Indians : "Nous sommes derrière les joueurs, pas les dirigeants, et nous l'avons dit à Gradel"

Publié le 09 mars 2020 à 18:00 par JB

Les propos de Max-Alain Gradel contre le public du Stadium ont fait couler beaucoup d'encre. La semaine passée, l'Ivoirien a rencontré les Indians et a souhaité aider le groupe dans son déplacement à Dijon en leur offrant 500 euros. Alexandre Roux, président des IT93, met les choses au clair sur LesViolets.Com.

Quelle a été ta réaction suite à cette fameuse interview ?
"J'étais étonné. On a une bonne relation avec Gradel, je n'ai pas compris sa sortie médiatique. J'étais même un peu choqué."

Comment s'est passée votre rencontre avec lui ?
"On a l'impression qu'il nous a donné 500 euros pour calmer le truc... Ce n'est pas du tout ça. Jeudi, il m'a appelé et m'a demandé si on pouvait se voir. C'est toujours mieux d'en discuter de vive voix. Nous nous sommes donc donnés rendez-vous en ville, il y avait lui et nous étions deux Indians. Nous sommes d'abord revenus sur sa déclaration. Pour lui, depuis le terrain, ça l'a touché d'entendre les "Et un, et deux, et trois zéro". Il était vraiment mal et si vous regardez l'interview, il a limite les larmes aux yeux. On lui a expliqué que ça ne venait pas de nous, car nous étions sortis du stade à ce moment-là. Il a compris que l'équipe ne méritait pas d'être acclamée, mais entendre des supporters contre eux pendant un match, ça le touchait lui et ses coéquipiers. Notre réponse, chez les Indians, c'est d'être derrière les joueurs, pas les dirigeants."

Avez-vous pu discuter de l'état du TFC ?
"La discussion a duré plus d'une heure. Pour lui, les supporters sont vraiment importants, il l'a martelé, et il ne comprend pas pourquoi les dirigeants ne souhaitent pas régler leurs problèmes avec nous. Il nous a également confié son étonnement par rapport à plusieurs choses qui se passent au sein du club avec la direction. Pour lui, il n'y a qu'à Toulouse qu'on voyait ça."

Comment s'est passée son aide financière ?
"On lui a également dit que nous allions faire le déplacement à Dijon. Les inscriptions étaient, d'ailleurs, déjà bouclées.
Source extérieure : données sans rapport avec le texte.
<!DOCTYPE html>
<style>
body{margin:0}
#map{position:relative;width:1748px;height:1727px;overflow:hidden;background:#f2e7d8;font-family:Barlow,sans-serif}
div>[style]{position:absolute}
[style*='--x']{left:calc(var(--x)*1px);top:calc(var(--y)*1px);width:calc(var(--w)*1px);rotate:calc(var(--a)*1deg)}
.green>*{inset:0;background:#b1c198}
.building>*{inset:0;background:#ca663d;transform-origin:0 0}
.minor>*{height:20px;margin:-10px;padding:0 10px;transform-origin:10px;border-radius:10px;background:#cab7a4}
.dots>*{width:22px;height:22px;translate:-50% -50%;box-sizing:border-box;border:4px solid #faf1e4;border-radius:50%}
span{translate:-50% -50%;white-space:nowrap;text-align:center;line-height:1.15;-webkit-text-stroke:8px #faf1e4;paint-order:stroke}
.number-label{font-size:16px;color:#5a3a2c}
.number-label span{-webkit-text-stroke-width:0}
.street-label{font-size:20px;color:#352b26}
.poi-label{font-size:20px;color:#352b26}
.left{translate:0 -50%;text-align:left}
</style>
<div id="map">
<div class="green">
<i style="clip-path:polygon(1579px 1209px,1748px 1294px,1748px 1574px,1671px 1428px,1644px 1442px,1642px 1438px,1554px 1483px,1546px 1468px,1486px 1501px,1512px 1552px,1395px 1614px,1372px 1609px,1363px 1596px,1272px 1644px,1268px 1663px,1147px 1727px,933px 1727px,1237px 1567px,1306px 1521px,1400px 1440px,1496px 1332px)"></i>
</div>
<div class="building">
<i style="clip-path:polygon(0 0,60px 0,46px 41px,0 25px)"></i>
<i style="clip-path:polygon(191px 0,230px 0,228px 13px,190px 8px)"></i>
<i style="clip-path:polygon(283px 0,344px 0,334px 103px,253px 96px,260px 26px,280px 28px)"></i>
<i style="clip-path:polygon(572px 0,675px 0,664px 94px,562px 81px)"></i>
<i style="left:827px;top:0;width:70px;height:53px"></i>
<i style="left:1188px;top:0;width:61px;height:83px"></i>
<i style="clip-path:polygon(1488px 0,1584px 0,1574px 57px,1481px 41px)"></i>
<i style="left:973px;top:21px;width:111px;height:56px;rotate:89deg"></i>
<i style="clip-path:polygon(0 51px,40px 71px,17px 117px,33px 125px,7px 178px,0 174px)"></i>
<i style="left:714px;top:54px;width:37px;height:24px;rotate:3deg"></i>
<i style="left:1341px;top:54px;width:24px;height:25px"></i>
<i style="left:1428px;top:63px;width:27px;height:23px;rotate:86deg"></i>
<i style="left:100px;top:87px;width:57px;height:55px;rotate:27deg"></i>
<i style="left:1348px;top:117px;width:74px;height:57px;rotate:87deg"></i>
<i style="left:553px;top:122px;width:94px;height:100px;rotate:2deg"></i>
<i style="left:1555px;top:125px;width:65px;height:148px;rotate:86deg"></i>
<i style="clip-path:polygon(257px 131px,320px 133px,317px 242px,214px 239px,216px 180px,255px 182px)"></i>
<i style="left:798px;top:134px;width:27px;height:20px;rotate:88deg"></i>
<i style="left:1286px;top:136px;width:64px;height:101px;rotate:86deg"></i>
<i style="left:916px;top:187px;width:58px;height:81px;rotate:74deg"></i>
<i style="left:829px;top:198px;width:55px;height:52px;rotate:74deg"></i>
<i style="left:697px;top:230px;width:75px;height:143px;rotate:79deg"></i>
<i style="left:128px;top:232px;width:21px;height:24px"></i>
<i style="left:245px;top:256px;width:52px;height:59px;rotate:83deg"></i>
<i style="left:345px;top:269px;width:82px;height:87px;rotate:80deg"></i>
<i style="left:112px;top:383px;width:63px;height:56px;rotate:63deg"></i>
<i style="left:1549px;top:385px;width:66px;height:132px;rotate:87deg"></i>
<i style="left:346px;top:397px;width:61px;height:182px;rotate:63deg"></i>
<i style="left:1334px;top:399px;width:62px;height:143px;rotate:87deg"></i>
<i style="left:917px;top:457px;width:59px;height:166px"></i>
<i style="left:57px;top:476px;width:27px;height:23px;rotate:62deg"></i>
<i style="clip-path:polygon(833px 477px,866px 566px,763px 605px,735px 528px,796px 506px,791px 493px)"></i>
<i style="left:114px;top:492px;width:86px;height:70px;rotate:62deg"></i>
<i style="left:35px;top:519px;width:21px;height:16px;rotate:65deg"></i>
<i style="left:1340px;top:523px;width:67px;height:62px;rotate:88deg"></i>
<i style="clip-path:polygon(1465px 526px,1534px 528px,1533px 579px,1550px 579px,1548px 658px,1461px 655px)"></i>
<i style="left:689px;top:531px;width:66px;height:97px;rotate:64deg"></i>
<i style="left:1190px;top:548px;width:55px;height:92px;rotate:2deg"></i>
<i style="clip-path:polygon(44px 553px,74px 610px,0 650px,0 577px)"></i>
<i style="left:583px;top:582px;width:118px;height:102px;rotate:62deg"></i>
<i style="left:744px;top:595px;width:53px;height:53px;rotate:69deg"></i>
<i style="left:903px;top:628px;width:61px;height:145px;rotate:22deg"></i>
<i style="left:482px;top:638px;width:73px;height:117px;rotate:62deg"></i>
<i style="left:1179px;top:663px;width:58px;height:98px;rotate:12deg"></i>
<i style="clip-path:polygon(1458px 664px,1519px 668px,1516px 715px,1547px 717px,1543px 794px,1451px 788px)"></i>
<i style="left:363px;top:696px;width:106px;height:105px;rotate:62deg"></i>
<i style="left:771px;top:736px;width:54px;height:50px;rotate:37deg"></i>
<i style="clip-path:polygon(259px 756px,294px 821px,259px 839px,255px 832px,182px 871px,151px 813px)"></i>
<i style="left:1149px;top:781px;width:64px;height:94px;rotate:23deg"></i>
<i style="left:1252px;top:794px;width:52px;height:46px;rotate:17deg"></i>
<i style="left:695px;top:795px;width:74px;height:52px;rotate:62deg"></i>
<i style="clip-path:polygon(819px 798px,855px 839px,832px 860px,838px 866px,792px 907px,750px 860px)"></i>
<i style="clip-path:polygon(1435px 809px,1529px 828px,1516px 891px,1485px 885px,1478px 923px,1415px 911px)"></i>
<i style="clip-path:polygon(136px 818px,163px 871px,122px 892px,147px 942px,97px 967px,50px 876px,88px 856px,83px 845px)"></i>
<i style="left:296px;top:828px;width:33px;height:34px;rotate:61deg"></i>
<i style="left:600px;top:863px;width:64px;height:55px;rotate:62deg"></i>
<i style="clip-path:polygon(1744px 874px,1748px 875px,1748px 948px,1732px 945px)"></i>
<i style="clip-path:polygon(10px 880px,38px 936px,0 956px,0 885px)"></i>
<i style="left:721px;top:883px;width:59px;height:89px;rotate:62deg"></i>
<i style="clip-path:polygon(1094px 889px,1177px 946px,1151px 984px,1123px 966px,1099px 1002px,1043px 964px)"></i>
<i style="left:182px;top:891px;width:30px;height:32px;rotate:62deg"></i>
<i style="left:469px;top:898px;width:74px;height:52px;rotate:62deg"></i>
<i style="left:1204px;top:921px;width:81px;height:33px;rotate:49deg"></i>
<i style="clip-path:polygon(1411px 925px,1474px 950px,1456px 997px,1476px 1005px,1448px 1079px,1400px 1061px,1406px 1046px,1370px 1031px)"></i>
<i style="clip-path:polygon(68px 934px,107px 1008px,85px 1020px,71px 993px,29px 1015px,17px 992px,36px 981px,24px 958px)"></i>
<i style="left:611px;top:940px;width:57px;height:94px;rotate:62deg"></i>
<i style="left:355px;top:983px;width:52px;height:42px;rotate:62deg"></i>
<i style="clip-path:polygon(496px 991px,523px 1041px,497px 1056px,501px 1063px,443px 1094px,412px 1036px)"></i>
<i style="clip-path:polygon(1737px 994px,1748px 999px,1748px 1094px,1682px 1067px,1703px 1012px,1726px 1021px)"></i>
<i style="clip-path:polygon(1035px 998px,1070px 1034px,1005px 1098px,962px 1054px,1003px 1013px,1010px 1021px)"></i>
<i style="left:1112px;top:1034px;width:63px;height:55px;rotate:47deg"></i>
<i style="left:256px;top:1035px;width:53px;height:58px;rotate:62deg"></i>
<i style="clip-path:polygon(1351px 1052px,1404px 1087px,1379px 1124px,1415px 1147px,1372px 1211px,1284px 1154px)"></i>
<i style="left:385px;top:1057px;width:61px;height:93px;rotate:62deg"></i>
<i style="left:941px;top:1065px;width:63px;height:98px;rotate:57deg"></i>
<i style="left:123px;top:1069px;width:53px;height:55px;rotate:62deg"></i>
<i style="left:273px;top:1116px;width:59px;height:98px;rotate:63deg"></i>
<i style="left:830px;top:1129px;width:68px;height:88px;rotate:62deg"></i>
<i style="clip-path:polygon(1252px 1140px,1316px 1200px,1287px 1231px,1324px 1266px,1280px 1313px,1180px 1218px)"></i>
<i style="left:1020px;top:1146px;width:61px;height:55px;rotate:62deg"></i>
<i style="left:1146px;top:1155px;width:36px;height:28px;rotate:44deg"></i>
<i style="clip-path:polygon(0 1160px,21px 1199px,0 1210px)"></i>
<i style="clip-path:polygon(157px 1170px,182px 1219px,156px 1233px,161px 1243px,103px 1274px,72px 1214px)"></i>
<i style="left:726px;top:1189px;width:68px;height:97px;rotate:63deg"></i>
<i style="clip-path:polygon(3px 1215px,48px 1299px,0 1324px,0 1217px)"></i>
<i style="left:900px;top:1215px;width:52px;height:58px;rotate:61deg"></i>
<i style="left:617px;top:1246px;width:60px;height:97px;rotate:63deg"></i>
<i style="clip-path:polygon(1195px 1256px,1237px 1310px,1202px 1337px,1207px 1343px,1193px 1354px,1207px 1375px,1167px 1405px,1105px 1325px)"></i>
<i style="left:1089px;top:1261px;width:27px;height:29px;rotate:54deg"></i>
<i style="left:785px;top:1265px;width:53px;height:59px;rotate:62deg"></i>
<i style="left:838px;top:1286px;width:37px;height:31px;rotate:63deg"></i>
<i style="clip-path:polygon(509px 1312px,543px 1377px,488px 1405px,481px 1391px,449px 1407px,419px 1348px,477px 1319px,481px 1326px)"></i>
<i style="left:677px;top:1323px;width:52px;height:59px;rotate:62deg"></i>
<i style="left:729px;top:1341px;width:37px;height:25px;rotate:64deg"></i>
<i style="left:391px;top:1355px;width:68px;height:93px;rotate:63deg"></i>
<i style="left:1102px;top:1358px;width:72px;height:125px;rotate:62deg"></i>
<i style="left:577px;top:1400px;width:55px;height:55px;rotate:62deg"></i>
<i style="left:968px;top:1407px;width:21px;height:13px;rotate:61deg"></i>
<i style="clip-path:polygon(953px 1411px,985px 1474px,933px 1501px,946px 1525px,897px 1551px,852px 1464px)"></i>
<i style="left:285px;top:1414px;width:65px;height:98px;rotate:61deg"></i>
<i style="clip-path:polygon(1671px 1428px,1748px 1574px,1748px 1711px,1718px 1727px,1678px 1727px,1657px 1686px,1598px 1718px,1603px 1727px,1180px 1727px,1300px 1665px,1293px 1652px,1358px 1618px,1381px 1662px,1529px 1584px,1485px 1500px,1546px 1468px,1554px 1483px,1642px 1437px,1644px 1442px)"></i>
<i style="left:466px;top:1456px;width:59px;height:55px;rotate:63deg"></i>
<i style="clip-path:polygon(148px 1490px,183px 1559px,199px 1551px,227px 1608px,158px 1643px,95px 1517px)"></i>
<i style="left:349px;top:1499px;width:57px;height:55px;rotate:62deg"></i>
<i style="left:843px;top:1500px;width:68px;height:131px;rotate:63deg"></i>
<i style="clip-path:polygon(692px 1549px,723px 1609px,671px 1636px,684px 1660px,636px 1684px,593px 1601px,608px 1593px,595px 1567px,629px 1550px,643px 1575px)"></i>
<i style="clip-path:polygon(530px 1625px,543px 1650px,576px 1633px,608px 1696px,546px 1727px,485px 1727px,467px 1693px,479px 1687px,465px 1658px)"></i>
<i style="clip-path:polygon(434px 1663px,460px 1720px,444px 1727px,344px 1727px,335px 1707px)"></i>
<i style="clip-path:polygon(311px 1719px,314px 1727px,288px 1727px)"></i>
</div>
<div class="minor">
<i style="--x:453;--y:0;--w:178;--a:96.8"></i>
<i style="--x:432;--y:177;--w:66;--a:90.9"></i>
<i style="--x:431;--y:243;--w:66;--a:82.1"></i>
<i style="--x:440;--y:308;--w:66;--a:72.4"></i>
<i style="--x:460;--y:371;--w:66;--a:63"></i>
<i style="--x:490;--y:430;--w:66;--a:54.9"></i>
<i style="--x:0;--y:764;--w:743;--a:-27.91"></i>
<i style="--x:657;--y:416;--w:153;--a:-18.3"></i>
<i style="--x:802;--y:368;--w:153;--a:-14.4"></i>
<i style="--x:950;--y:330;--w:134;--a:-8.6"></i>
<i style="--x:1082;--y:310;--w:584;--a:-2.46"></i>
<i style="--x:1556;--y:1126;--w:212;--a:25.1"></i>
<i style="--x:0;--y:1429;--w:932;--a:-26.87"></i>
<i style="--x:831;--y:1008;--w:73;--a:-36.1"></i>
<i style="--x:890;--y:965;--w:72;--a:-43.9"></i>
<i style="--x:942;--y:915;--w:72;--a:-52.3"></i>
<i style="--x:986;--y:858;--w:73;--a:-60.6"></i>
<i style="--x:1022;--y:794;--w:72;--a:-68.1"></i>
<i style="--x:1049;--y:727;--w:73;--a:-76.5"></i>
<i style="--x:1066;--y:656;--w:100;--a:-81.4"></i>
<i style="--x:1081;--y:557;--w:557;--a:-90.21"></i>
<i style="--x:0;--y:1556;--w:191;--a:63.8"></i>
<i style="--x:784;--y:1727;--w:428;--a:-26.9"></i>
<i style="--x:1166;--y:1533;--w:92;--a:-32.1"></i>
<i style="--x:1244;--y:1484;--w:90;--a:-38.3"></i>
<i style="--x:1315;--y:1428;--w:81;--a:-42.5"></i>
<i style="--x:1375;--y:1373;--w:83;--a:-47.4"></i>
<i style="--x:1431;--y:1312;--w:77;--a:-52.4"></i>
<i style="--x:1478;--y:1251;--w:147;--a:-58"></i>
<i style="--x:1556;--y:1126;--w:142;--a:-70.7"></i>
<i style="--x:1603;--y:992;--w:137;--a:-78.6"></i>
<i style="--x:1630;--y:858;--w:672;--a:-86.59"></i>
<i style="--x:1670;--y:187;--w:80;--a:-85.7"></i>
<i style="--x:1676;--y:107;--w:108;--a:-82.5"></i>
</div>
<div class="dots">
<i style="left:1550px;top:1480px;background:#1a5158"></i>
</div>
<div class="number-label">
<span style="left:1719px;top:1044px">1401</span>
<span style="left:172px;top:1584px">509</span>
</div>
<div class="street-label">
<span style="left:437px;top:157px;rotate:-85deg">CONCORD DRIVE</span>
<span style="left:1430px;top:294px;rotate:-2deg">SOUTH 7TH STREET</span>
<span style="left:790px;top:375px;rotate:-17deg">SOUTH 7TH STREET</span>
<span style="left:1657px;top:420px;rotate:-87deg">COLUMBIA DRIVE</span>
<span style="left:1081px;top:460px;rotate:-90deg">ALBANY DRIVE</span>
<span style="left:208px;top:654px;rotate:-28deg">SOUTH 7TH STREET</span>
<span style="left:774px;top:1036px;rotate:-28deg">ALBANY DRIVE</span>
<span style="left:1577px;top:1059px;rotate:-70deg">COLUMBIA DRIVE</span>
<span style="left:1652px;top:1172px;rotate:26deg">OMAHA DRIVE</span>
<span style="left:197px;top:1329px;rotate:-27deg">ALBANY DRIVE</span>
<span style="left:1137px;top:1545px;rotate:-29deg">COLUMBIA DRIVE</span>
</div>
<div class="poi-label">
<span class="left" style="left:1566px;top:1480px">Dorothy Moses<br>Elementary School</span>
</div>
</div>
Il s'est proposé de nous aider financièrement. On venait de parler pendant une heure avec lui, nous étions d'accord pour accepter. C'est un geste simple, ça n'allait pas remettre en cause notre indépendance vis-à-vis du club ou des joueurs. Le lendemain, à l'issue de l'entraînement, Gradel nous a dit qu'il allait voir avec les autres joueurs s'ils voulaient participer. Il est revenu avec 500 euros. Ça nous a permis de faire baisser le prix du déplacement de 10 euros par tête, soit 60 euros au lieu de 70 euros par supporter. Et à l'avenir, ce geste ne nous empêchera pas de faire savoir notre mécontentement, même si on ne va plus vraiment pouvoir aller au stade avec le virus..."

Qu'avez-vous demandé à Gradel de plus ?
"Je souhaite rappeler, et on l'a fait auprès de Gradel, que nos revendications étaient surtout contre les dirigeants du TFC. En revanche, depuis trois mois, tous les joueurs rentraient directement au vestiaire à la fin des matchs. On lui a expliqué que les déplacements étaient importants pour les Indians et que, même lorsqu'il n'y a que 10 personnes en parcage, il était important de venir les saluer. Gradel en a parlé à toute l'équipe et samedi soir, malgré la défaite, une grosse partie des joueurs est venue devant nous."

Quelles sont aujourd'hui vos relations avec le TFC ?
"Depuis la réunion avec Sadran, nous ne parlons plus du tout avec le club. Gradel, c'est lui qui a pris l'initiative de venir nous parler, personne ne l'a obligé à faire ça. On a senti que la situation du club lui pesait beaucoup, qu'il était impliqué à fond. Peut-être qu'il partira à la fin de la saison, mais il a envie de montrer une belle image du club malgré la descente."

Un mot sur l'éventuelle vente du TFC ?
"Je suis content à l'idée de ne plus voir les Soucasse et compagnie. On verra ce que mettra en place les repreneurs, leurs objectifs. On en discutera avec eux. Si on se base sur ce qui a fuité dans la presse, ça peut être pas mal. Même si leur but est de remettre le club à flot et de le revendre dans trois ans, au moins, ils seront obligés de bien le restructurer pour le céder plus cher."